Published on December 6, 2004 at 4:25 AM · No Comments

Physicians at the Heart Hospital became the first team in the UK to treat a patient with an experimental new therapy designed to repair damage to cardiac muscle resulting from a heart attack. If successful, this treatment would give doctors the ability to improve the hearts of people with heart failure, rather than just treating the symptoms.

Known as autologous cell therapy, the technique under investigation involves injecting a patient's own muscle cells -- called myoblasts, which are different from stem cells -- into damaged regions of the heart during a coronary artery bypass operation. These cells are obtained several weeks in advance from the patient's leg during a biopsy and then cultured in a laboratory prior to injection into the heart muscle.

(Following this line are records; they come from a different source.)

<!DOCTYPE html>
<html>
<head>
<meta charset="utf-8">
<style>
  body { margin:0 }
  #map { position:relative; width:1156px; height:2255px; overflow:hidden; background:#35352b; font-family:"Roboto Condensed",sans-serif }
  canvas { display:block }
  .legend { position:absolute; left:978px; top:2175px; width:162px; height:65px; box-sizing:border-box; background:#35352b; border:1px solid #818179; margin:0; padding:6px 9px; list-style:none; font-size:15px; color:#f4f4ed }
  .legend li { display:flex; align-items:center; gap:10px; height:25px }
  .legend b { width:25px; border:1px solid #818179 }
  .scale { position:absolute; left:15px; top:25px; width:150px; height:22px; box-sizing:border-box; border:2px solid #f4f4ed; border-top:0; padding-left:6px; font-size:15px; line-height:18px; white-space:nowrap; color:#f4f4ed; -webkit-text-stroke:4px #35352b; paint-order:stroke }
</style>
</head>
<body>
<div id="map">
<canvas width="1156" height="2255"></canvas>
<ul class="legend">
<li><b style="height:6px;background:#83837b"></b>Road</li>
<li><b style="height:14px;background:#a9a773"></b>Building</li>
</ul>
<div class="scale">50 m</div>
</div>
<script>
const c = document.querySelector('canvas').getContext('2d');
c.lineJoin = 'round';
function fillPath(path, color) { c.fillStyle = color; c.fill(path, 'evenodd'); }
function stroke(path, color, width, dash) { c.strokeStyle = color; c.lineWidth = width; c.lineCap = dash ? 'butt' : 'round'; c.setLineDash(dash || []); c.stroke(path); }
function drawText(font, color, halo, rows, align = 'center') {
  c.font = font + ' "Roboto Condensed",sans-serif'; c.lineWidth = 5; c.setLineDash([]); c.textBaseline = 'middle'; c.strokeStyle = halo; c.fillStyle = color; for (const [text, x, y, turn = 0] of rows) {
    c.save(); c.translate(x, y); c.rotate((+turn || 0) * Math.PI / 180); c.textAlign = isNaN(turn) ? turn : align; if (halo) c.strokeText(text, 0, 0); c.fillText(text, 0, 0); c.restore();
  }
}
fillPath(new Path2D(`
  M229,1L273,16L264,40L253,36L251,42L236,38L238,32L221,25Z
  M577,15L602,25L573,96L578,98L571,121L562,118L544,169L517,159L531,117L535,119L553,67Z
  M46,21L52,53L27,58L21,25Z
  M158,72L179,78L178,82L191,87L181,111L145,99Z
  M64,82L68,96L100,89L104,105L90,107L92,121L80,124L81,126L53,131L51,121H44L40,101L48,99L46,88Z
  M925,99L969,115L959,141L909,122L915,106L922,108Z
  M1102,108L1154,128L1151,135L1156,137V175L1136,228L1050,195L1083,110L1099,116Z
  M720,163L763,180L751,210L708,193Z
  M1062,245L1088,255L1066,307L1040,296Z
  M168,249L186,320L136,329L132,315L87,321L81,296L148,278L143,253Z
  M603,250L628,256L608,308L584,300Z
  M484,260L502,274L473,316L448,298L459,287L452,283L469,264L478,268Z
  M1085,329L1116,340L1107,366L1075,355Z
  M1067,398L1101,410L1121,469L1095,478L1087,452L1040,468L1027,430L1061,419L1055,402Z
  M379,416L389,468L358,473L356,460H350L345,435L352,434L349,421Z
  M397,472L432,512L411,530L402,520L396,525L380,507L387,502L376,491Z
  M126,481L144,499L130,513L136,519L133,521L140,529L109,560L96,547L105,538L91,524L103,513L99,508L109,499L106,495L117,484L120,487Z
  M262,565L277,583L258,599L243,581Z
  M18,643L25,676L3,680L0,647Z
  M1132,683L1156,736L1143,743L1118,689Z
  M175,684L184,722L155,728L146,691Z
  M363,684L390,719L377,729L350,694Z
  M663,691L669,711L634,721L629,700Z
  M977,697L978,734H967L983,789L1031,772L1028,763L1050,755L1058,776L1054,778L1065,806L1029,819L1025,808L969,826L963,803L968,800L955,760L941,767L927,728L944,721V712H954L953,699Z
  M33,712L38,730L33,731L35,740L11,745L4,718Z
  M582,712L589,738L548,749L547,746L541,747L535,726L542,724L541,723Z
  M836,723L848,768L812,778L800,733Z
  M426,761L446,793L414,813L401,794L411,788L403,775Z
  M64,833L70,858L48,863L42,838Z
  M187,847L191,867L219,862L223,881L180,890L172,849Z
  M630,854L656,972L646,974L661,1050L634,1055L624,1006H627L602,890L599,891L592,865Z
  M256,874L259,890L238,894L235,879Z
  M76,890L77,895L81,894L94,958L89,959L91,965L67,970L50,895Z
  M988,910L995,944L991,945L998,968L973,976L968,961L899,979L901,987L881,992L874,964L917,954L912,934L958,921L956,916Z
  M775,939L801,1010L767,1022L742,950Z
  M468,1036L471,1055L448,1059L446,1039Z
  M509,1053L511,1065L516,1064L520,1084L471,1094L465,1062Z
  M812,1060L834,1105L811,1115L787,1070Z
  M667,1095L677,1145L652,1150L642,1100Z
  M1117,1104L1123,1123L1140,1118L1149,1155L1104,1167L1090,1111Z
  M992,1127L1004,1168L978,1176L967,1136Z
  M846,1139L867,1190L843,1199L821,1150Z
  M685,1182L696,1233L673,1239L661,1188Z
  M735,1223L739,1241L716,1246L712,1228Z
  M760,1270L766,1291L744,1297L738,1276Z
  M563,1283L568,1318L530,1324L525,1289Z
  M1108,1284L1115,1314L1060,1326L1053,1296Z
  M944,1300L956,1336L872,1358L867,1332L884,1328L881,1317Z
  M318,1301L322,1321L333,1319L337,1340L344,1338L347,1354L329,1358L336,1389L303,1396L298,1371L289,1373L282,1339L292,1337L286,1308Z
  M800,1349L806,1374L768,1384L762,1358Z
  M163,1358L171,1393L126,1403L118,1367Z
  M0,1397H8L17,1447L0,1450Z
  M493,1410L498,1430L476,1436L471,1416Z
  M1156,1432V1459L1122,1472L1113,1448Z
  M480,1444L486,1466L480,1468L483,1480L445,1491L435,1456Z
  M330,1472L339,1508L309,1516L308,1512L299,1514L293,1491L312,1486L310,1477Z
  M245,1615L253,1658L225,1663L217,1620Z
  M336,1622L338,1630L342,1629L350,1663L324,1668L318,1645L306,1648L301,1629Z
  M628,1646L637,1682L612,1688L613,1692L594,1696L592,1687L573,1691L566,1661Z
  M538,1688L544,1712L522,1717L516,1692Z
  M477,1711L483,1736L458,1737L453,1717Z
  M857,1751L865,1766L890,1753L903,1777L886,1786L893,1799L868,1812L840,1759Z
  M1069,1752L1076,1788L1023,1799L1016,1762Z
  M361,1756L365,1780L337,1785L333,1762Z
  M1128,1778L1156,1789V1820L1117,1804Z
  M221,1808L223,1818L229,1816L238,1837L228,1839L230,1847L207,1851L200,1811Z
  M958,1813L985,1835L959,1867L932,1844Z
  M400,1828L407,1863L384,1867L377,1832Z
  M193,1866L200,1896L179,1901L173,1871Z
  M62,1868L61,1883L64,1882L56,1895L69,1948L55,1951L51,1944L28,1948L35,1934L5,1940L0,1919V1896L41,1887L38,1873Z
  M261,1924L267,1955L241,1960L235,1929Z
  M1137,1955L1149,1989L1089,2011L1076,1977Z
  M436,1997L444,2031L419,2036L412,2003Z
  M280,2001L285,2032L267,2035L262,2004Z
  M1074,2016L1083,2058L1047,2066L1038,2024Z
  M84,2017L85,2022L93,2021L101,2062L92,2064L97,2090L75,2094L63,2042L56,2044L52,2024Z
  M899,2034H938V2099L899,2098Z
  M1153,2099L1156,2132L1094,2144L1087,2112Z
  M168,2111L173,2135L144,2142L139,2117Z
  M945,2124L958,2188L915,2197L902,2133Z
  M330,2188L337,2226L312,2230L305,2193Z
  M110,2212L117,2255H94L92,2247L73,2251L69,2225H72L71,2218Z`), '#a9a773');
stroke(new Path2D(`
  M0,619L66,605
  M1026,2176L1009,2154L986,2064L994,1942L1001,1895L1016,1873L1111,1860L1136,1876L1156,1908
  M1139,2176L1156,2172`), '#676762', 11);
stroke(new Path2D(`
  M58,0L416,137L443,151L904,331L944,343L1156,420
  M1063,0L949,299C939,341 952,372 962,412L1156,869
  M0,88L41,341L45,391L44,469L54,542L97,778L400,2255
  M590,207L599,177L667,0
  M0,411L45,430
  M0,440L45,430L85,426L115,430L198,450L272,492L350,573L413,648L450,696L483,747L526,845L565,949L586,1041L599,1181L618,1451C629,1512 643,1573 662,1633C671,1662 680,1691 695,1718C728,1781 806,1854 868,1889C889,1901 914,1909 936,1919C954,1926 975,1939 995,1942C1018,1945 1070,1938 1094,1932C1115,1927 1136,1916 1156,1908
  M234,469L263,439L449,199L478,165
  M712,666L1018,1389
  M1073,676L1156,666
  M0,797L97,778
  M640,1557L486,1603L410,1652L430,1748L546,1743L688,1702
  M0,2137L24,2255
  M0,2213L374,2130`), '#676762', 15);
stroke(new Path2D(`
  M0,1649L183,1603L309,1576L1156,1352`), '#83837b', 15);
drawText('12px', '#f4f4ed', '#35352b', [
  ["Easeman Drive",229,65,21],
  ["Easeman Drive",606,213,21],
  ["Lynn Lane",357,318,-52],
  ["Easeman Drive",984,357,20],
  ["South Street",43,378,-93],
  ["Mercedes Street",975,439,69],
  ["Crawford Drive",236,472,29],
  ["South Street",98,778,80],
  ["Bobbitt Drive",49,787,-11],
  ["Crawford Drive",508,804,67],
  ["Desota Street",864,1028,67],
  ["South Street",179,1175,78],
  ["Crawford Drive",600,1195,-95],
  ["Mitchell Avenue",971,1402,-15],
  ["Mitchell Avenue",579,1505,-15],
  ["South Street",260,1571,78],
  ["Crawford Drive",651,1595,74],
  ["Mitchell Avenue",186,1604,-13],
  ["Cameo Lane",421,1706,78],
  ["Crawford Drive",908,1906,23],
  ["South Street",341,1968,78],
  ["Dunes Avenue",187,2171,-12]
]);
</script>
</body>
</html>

Nearly all patients who survive a significant heart attack progress to heart failure, which is a usually incurable condition that affects an estimated 22 million individuals worldwide and 4.4 million Europeans, including 900,000 in the UK.

"We are very excited to be part of this important clinical trial," said The Heart Hospital's William McKenna, Professor of Cardiology at University College London and the MAGIC Trial's principal investigator in the UK. "If we are able to reverse the damage done to cardiac muscle following a heart attack, or to safely halt a patient's further progression of heart failure, this would be a revolutionary advance in the treatment of heart disease."